Bagaimana dengan black coffee? Penikmatnya jarang, saya pun bukan salah satunya. Rasanya yang pahit, sebanding dengan kehitamannya yang pekat. Saya pernah menikmati coffee latte di salah satu cafĂ© did ago. Pagi-pagi, sambil ber- hot spot ria, saya asal pesan saja. Padahal pelayannya sudah memperingatkan. Alhasil hadirlah kopi dengan cangkir maha kecil yang Cuma terisi setengah. Pahit minta ampun, semua saraf di kepala saya seperti menegang. Katanya itu biangnya kopi, diminum sedikit-sedikit. Saya teringat pada ‘oppung doli’ yang menghabiskan kopi pahit yang dibuat pagi hari, baru pada sore hari. Tapi dampaknya, itu tadi: ‘KESADARAN TOTAL’. Secangkir kopi pahit akan memuluskan selesainya pekerjaan satpam jaga malam.

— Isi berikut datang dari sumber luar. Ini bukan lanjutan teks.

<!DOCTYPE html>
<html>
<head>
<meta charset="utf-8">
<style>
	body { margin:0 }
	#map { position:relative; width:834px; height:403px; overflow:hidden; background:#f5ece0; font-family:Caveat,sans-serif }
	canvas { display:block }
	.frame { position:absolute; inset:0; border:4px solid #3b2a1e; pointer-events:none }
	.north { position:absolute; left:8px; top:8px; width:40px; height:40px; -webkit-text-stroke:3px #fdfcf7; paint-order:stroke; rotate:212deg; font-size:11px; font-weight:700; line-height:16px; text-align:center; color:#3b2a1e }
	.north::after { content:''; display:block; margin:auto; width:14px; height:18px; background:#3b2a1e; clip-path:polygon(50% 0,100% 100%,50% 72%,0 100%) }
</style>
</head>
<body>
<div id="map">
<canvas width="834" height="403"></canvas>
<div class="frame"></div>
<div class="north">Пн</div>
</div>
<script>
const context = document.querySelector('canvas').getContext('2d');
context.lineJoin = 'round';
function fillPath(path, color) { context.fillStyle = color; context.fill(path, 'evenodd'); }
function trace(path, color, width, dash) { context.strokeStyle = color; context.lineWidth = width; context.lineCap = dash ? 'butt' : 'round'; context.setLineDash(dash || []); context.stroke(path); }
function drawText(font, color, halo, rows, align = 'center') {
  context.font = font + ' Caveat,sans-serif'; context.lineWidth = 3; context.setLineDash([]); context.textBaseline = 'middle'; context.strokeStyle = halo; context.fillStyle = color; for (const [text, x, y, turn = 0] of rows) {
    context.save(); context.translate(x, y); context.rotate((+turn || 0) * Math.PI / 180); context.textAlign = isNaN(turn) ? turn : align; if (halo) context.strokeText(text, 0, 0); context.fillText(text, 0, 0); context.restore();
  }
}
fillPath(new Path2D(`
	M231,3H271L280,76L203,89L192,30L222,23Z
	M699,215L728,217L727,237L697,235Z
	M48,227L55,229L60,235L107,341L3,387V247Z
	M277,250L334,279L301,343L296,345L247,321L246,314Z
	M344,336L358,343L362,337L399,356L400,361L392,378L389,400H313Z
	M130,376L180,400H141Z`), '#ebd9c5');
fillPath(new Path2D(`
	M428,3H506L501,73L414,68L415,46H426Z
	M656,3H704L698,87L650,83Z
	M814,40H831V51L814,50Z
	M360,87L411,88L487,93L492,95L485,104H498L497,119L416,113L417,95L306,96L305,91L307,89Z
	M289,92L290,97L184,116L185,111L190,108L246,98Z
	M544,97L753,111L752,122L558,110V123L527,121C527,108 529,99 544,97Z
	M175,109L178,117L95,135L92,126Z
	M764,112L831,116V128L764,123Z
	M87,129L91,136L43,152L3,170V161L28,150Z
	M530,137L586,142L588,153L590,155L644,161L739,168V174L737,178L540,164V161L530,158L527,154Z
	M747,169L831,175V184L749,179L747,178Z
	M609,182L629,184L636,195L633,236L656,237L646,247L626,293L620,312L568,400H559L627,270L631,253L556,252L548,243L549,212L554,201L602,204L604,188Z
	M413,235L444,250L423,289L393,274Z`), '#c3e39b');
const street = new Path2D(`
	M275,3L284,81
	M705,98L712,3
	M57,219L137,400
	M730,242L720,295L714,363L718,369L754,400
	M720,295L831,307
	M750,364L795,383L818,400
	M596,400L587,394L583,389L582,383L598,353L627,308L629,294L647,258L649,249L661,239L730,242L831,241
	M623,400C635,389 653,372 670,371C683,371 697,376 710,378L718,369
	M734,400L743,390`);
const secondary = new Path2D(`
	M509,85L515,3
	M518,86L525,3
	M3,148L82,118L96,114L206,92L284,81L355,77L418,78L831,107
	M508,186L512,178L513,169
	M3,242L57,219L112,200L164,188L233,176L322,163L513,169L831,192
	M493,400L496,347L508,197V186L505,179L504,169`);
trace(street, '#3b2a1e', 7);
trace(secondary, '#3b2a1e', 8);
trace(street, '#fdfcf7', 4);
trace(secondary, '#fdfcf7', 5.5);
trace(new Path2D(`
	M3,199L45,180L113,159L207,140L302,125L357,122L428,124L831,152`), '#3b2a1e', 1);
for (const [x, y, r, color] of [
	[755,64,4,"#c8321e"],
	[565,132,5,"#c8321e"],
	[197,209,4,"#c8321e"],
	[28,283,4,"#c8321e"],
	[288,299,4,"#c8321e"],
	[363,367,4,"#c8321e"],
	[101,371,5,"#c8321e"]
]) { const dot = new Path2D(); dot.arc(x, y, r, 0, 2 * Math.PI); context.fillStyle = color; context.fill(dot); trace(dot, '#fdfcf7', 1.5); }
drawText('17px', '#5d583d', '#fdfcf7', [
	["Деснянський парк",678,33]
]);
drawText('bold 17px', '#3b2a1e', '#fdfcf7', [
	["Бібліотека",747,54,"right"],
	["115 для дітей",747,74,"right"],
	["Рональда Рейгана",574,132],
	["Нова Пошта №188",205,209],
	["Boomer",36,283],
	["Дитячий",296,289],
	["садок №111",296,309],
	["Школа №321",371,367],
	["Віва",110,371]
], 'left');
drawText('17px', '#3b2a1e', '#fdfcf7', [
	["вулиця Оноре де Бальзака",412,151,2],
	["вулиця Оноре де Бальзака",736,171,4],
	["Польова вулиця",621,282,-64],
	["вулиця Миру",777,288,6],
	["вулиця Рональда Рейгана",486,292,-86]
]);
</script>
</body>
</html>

Saya memang lebih suka menjadi brown coffee; cappuccino. Tapi, sepertinya saya harus tahu diri, saya ini black coffee; kopi pahit. Saya masih berharap beberapa tahun kedepan akan bertemu kembali dengan anak-anak rohani saya yang menyambut saya dengan antusias, senyum, dan pengakuan betapa hidupnya berubah karena pekerjaan Yuhan melalui pelayanan saya sewaktu dia kuliah dahulu. Tetapi seandainya itu tidak terjadi pun, saya harus mengucap syukur atas beberapa syaraf kendur yang kemudian menegang; atas otak tumpul yang menjadi tajam; atas KESADARAN TOTAL yang mereka alami.

Kutuk “menjadi berguna, cukuplah!” kelihatannya akan menjadi salib yang harus saya pikul tiap-tiap hari.

TERIMA KASIH BANG YERRY, TERIMA KASIH SUDAH MENJADI ‘BROWN COFFEE’ BAGI KAMI!